The much sought-after game day appetizer, the Wednesday night hors d’oeuvres of choice, wings are undeniably an omnivore favourite. At first thought, wings might be considered impossible to make out of plants, but this is a conclusion for those who lack imagination.

Vegetarians can finally rejoice with the plethora of plant-based restaurants that cater to every whim, healthy or indulgent. In Vancouver, cauliflower wings have become the star feature of starter menus. To indulge in this kinder, lower cholesterol treat, visit restaurants like Meet, the food truck Rolling Cashew, or What’s Up? Hot Dog!. You could even try prepping the recipe at home yourself with an easy recipe like this one:


The last stronghold of many omnivores, cheese is an understandably difficult product to replicate. Millennia of experimentation and craftsmanship have contributed to transforming a humble bovine secretion into one of the most ubiquitous guilty pleasures around. When people think they must give up this integral part of their diets, they are typically defensive and reluctant. Let it then be our responsibility, fellow vegetarians, to prove that we can be inspired by the best of cheesemaking artisanship without abusing any cows!

At first glance, a cashew, coconut, or soybean may not seem like the right choice for making plant-based cheese, but in the hands of an expert, the transformation is astounding. The beauty of dairy-free cheese is that it can be a nutritious, low-cholesterol addition to the diet, rather than an indulgent diversion. To enjoy the best of both worlds, try Blue Heron’s famous cheeses.

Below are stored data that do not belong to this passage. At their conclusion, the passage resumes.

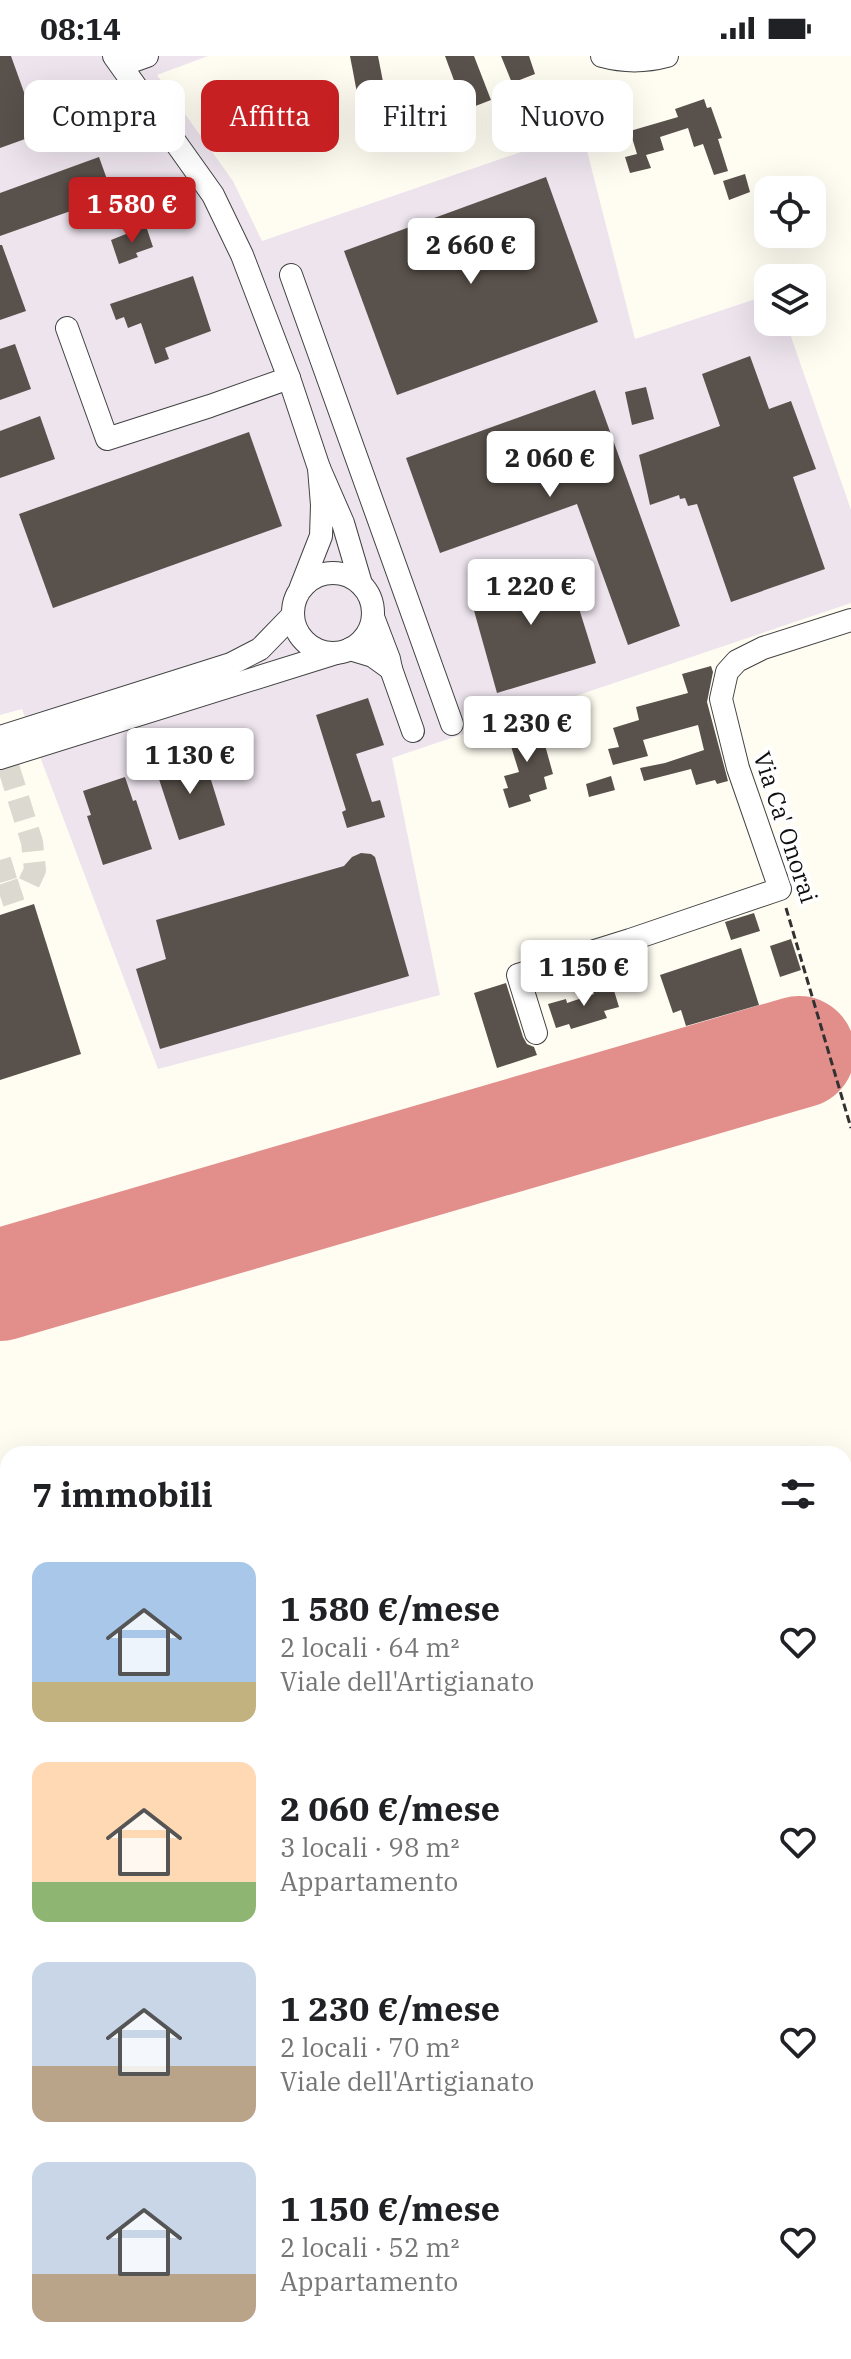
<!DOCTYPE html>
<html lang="it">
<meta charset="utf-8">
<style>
body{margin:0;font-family:"IBM Plex Serif",serif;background:#f6f6f6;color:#202124;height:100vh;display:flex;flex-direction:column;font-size:30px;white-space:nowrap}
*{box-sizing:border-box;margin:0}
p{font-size:26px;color:#757577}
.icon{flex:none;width:44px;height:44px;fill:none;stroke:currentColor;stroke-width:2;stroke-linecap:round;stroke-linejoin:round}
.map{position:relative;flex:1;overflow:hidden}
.side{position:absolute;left:0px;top:1390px;width:852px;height:914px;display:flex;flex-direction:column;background:#fff;border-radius:24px 24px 0 0;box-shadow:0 8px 32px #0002}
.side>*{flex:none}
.banner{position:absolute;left:24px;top:24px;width:804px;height:72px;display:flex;gap:16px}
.controls{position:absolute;left:754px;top:120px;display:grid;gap:16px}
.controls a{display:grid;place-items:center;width:72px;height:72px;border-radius:16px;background:#fff;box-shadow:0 8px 32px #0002;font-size:40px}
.price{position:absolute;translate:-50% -68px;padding:0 18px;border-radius:8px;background:#fff;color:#222;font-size:26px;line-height:52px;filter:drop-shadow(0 2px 4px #0008)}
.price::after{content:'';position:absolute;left:50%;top:48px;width:24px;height:18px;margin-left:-12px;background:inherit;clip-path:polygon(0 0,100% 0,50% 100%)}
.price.on{background:#c62023;color:#fff}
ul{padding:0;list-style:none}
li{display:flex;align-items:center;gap:24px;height:200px;padding:0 32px}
li span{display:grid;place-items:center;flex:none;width:224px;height:160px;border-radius:16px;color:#555}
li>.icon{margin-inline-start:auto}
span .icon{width:96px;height:96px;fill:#fffc;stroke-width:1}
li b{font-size:34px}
h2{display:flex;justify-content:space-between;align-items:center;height:96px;padding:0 32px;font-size:34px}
.pill{padding:0 28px;border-radius:16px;background:#fff;box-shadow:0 8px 32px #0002;font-size:28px;line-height:72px}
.pill.on{background:#c62023;color:#fff}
.status{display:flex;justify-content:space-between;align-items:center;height:56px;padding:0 40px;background:#fff;direction:ltr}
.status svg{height:22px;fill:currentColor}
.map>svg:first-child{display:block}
.industrial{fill:#ede4ee}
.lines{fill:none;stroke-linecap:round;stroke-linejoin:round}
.runway{stroke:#e28e8a;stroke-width:112}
.building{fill:#59514b}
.minor-tunnel{stroke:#dbd9d0;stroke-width:22;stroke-dasharray:22 11;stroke-linecap:butt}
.minor-casing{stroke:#424242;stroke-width:24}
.path{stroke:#313131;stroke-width:3;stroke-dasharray:8 4;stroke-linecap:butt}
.minor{stroke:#fff;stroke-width:22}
.labels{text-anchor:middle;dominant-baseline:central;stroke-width:8;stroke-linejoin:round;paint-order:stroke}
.street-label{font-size:24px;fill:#0f0f0f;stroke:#fff}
</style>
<div class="status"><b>08:14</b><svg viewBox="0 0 49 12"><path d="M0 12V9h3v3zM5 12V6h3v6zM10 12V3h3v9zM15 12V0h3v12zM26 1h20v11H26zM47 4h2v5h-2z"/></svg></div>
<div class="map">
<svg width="851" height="2303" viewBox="0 0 851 2303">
<rect width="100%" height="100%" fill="#fffdf2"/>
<polygon class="industrial" points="0,0 208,0 157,19 233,125 262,185 582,75 635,283 768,239 768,266 786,266 851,454 851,547 392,702 440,939 158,1013 22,653 0,659"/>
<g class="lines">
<polyline class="runway" points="0,1229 799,996"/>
</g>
<g class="building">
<polygon points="0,0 11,0 39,78 0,92"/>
<polygon points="350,0 378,0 385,36 358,42"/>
<polygon points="445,0 474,0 491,44 465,54"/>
<polygon points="501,0 529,0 535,18 512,27"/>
<polygon points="704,43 707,52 711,51 722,82 718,83 728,115 714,119 703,88 694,91 688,72 660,81 664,94 646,99 651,112 630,117 625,101 637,98 630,75 678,61 675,53"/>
<polygon points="99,101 113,140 0,180 0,137"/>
<polygon points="745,118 750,136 729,144 723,125"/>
<polygon points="546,121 598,266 397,339 344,195"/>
<polygon points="146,170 153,191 136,197 138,201 119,208 111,184"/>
<polygon points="0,189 2,189 26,255 0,264"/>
<polygon points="193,220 211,275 165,292 169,303 155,308 141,267 128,272 124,261 116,264 110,248"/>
<polygon points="15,288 31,333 0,344 0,293"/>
<polygon points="750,300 769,353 791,345 816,413 793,421 825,513 731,546 697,448 688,450 685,442 680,443 679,439 650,449 639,399 720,370 702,318"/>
<polygon points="646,331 654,363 632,369 625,336"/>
<polygon points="595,334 680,570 628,589 577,448 440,497 406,402"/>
<polygon points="40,360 55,403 0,422 0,375"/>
<polygon points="249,376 282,470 53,552 19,458"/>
<polygon points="564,504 596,607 497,637 468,533"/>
<polygon points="711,610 713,616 707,646 728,725 717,728 715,724 696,729 691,713 644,725 640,712 665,707 704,694 698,669 643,684 648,700 613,709 608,693 619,691 613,672 639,664 636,651 688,637 682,618"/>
<polygon points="368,642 384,689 356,698 372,746 380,744 385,761 347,772 342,756 346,754 316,659"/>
<polygon points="538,664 553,718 544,721 547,733 529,739 531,745 509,752 503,733 508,732 504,720 519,716 506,674"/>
<polygon points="202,695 225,769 179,784 155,711"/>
<polygon points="611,720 615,734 589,741 586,728"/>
<polygon points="125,721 133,745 136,744 152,793 103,809 87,760 91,759 83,735"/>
<polygon points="361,797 371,798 375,801 409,920 160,993 136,913 166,903 156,864 344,810 352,801"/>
<polygon points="34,848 81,998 0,1024 0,859"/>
<polygon points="754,857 760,875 731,884 725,866"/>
<polygon points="791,883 801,914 780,921 770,890"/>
<polygon points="741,892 759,949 686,970 681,954 673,957 660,919"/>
<polygon points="506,927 523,981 527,988 534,991 537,999 497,1012 474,937"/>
<polygon points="612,928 619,951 604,955 607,962 571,973 569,968 556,972 548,948 566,943 567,947 594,938 593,934"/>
</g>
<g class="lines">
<g class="minor-tunnel">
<polyline points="0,804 10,837"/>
<polyline points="0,840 27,831 35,814 32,786 5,700"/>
</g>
<defs>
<g id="minor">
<polyline points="114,0 213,139 242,199 289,322 319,412"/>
<path d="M602,0C624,6 645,6 667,0"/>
<polyline points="122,9 147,0"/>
<polyline points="291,219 452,668"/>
<polyline points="67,272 107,383 210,350 289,322"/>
<circle cx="333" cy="557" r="40"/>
<polyline points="301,531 321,480 322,449 319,412 343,467 361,528"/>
<polyline points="350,593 373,600 391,613 389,603 373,561"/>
<polyline points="391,613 413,675"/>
<polyline points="0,681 231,608 260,593 293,559"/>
<polyline points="0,702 336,597"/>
<polyline points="536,977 518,919 630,884 780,833 738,712 721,643 727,616 737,605 763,592 851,564"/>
<polyline points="0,1677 8,1708"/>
<polyline points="0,1773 8,1771"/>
</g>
</defs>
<use href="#minor" class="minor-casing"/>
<g class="path">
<polyline points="786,852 851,1072"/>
<polyline points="844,1983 851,1974"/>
<polyline points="622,2303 625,2296"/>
</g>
<use href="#minor" class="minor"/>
</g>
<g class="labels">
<g class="street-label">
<text transform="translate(786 771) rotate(72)">Via Ca' Onorai</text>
</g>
</g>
</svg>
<div class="controls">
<a><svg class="icon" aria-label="locate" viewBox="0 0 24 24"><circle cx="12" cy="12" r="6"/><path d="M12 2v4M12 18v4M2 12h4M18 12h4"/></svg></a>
<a><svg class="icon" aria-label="layers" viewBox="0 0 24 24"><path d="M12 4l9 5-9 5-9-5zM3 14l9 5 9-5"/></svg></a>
</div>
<b class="price on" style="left:132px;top:189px">1 580 €</b>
<b class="price" style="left:471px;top:230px">2 660 €</b>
<b class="price" style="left:550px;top:443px">2 060 €</b>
<b class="price" style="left:531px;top:571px">1 220 €</b>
<b class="price" style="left:527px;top:708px">1 230 €</b>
<b class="price" style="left:190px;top:740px">1 130 €</b>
<b class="price" style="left:584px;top:952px">1 150 €</b>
<div class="banner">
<a class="pill">Compra</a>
<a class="pill on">Affitta</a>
<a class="pill">Filtri</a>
<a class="pill">Nuovo</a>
</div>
<section class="side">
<h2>7 immobili<svg class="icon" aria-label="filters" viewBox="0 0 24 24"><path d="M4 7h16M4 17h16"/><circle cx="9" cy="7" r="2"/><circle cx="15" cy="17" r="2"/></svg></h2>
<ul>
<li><span style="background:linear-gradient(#a9c7e8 75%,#c2b280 0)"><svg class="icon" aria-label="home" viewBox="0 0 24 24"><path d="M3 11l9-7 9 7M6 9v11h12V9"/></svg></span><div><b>1 580 €/mese</b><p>2 locali · 64 m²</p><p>Viale dell'Artigianato</p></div><svg class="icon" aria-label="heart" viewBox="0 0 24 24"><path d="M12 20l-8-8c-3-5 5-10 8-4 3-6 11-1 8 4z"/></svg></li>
<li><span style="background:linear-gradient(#ffd9b3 75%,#8fb573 0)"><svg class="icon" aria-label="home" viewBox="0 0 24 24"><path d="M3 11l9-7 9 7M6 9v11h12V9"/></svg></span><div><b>2 060 €/mese</b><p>3 locali · 98 m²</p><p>Appartamento</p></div><svg class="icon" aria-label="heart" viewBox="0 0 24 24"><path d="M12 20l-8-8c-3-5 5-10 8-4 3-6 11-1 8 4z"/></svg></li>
<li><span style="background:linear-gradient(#c9d6e8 65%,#b9a48a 0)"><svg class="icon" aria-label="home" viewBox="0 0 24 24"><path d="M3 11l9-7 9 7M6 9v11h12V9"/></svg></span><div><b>1 230 €/mese</b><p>2 locali · 70 m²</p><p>Viale dell'Artigianato</p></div><svg class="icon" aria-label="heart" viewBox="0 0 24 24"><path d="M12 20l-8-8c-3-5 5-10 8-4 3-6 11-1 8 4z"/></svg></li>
<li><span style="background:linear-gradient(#c9d6e8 70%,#b9a48a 0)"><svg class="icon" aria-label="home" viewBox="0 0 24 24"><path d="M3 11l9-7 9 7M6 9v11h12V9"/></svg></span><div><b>1 150 €/mese</b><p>2 locali · 52 m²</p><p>Appartamento</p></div><svg class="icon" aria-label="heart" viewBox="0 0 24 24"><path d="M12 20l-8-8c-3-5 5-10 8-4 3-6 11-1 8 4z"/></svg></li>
</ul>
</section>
</div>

We promise you won’t miss the dairy.


Given the diversity of Vancouver and our position as a port city, fish has been a staple in most Vancouverites’ diets for centuries (including the culinary traditions of the first peoples). While fish may have been a nutritious and practical food in the past, this is not the case today. The fishing industry is notoriously unsustainable and cruel. Fishing trawlers scrape the ocean floor to maximize catch numbers, destroying fragile coral reefs and polluting the waters. Fishing nets frequently ensnare animals like dolphins, sea turtles and seabirds, casually disregarded as “bycatch”.

While seafood may seem like a harmless and tasty choice on the surface, there are many ethical and environmental reasons to abstain. If you frequent sushi restaurants, try ordering the cucumber, tofu, avocado, or yam rolls. Even most poke restaurants should have vegetarian options that sub fish for tofu. If you prefer to cook, try marinating tomato or carrot in soy sauce and seaweed for that perfect umami flavour.